**Exercise:** Copy every line in the records below that contains the word "الناصر".

**Records to process:**
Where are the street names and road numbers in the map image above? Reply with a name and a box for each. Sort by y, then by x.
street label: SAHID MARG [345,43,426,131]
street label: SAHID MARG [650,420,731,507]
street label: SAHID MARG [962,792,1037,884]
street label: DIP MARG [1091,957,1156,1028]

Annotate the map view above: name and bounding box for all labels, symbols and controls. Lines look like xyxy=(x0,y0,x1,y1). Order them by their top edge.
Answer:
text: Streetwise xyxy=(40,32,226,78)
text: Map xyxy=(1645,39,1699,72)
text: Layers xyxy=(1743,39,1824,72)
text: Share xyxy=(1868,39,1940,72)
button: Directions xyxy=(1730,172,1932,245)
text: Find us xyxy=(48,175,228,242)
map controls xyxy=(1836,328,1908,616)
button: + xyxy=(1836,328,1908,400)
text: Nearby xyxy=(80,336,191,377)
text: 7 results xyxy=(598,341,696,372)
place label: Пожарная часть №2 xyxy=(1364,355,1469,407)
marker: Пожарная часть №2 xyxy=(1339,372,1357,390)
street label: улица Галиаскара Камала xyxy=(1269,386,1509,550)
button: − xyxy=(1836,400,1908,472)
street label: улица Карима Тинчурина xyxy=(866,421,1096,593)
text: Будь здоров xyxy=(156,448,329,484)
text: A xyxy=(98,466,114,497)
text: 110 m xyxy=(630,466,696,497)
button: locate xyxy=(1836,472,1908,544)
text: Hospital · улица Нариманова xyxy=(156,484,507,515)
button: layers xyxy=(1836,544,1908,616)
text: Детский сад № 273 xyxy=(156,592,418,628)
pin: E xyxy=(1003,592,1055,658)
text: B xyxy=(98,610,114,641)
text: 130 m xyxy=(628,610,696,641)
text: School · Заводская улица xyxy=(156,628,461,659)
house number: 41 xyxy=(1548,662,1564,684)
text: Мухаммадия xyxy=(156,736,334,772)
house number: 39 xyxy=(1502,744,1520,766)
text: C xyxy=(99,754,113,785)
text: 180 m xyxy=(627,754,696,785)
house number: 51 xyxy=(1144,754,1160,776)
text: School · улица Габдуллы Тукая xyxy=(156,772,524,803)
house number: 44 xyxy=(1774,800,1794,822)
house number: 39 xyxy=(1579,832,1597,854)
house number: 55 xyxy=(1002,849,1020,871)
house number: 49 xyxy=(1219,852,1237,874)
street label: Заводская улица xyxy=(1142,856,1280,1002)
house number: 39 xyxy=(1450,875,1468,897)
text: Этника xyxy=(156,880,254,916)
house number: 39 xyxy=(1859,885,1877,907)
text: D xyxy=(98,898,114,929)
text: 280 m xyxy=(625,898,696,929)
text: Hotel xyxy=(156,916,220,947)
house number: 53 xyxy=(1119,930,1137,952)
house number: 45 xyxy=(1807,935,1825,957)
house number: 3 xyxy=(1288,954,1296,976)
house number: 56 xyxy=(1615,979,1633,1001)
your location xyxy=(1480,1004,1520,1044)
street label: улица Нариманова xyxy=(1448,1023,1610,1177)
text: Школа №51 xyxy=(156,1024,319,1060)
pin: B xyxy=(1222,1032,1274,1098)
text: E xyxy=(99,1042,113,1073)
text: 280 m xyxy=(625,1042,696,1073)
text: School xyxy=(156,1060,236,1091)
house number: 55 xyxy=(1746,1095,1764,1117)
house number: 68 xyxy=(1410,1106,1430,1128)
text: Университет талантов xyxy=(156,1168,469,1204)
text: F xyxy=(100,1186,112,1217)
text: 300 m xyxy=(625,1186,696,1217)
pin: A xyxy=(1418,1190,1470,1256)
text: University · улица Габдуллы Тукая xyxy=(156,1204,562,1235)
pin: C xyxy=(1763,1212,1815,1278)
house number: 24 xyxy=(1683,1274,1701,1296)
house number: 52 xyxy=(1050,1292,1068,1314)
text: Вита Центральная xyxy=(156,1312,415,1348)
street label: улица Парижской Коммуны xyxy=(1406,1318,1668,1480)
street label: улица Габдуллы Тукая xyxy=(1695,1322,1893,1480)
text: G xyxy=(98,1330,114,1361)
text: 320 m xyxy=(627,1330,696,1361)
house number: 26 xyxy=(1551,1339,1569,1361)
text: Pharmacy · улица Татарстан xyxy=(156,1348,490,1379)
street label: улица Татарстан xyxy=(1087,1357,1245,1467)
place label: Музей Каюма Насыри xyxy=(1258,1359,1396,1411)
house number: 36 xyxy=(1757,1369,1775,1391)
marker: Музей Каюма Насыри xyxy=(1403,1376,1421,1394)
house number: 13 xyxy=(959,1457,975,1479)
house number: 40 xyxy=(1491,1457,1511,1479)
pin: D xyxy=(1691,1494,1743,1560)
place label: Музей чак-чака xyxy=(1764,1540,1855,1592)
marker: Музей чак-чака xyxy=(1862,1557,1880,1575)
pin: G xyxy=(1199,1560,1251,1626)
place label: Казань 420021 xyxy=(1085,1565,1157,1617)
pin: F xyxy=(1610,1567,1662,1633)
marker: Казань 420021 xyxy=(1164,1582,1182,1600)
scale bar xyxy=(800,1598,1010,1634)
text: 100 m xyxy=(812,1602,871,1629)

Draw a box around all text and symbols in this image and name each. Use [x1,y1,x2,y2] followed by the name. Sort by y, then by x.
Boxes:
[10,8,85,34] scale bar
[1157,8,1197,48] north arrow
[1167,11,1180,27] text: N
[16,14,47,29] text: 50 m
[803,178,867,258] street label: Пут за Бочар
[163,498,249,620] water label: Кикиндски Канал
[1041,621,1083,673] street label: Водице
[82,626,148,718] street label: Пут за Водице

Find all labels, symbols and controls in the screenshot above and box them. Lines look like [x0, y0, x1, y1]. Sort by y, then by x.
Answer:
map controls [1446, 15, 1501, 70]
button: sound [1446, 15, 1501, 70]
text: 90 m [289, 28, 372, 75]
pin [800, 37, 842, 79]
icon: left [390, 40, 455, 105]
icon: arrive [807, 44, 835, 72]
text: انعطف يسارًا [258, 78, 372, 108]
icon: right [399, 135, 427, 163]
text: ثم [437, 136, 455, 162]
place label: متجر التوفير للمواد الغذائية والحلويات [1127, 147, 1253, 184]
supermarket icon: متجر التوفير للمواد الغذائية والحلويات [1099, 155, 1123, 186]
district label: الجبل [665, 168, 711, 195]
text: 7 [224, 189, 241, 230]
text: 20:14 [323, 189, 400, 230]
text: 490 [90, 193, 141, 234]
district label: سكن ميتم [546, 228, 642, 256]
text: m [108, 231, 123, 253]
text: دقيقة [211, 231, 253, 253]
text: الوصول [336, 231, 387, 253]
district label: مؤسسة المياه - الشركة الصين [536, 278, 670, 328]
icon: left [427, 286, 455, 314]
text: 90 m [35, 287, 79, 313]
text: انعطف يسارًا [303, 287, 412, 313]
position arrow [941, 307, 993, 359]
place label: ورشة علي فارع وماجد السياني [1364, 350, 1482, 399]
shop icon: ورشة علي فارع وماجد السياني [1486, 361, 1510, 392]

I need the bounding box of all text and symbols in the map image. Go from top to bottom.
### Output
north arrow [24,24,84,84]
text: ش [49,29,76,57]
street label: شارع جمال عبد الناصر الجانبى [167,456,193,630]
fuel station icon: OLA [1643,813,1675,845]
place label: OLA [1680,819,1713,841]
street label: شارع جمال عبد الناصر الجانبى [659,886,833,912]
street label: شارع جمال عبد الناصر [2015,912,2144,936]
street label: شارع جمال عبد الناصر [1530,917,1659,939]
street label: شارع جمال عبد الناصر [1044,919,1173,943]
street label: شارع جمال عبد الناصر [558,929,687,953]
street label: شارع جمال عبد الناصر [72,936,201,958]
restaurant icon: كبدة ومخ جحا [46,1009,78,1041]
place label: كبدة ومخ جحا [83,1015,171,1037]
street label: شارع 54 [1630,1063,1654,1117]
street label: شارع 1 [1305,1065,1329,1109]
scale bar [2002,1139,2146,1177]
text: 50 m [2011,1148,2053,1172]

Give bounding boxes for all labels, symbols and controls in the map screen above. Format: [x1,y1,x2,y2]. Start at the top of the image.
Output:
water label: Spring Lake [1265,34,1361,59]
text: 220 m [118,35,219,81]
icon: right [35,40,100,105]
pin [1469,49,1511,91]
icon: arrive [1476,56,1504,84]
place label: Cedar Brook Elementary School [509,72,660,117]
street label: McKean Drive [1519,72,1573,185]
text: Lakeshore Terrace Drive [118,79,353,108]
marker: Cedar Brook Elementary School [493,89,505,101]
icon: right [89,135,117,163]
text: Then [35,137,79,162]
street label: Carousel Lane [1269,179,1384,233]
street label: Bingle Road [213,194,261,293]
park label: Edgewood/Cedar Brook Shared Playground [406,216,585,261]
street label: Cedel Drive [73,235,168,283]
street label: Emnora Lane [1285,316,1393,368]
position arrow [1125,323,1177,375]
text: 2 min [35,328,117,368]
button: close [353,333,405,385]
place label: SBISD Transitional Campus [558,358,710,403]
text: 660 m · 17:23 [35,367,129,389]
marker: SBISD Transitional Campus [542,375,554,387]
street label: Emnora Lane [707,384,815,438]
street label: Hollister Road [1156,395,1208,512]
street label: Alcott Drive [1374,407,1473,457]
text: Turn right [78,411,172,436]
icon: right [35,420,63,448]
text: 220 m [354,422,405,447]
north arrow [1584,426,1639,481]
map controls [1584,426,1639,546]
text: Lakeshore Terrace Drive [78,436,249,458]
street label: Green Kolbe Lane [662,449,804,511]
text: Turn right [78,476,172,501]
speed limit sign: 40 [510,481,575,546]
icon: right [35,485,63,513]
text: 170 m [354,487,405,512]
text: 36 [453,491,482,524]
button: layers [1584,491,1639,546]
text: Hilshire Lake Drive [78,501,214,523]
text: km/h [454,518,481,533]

**Response box:**
street label: شارع جمال عبد الناصر الجانبى [167,456,193,630]
street label: شارع جمال عبد الناصر الجانبى [659,886,833,912]
street label: شارع جمال عبد الناصر [2015,912,2144,936]
street label: شارع جمال عبد الناصر [1530,917,1659,939]
street label: شارع جمال عبد الناصر [1044,919,1173,943]
street label: شارع جمال عبد الناصر [558,929,687,953]
street label: شارع جمال عبد الناصر [72,936,201,958]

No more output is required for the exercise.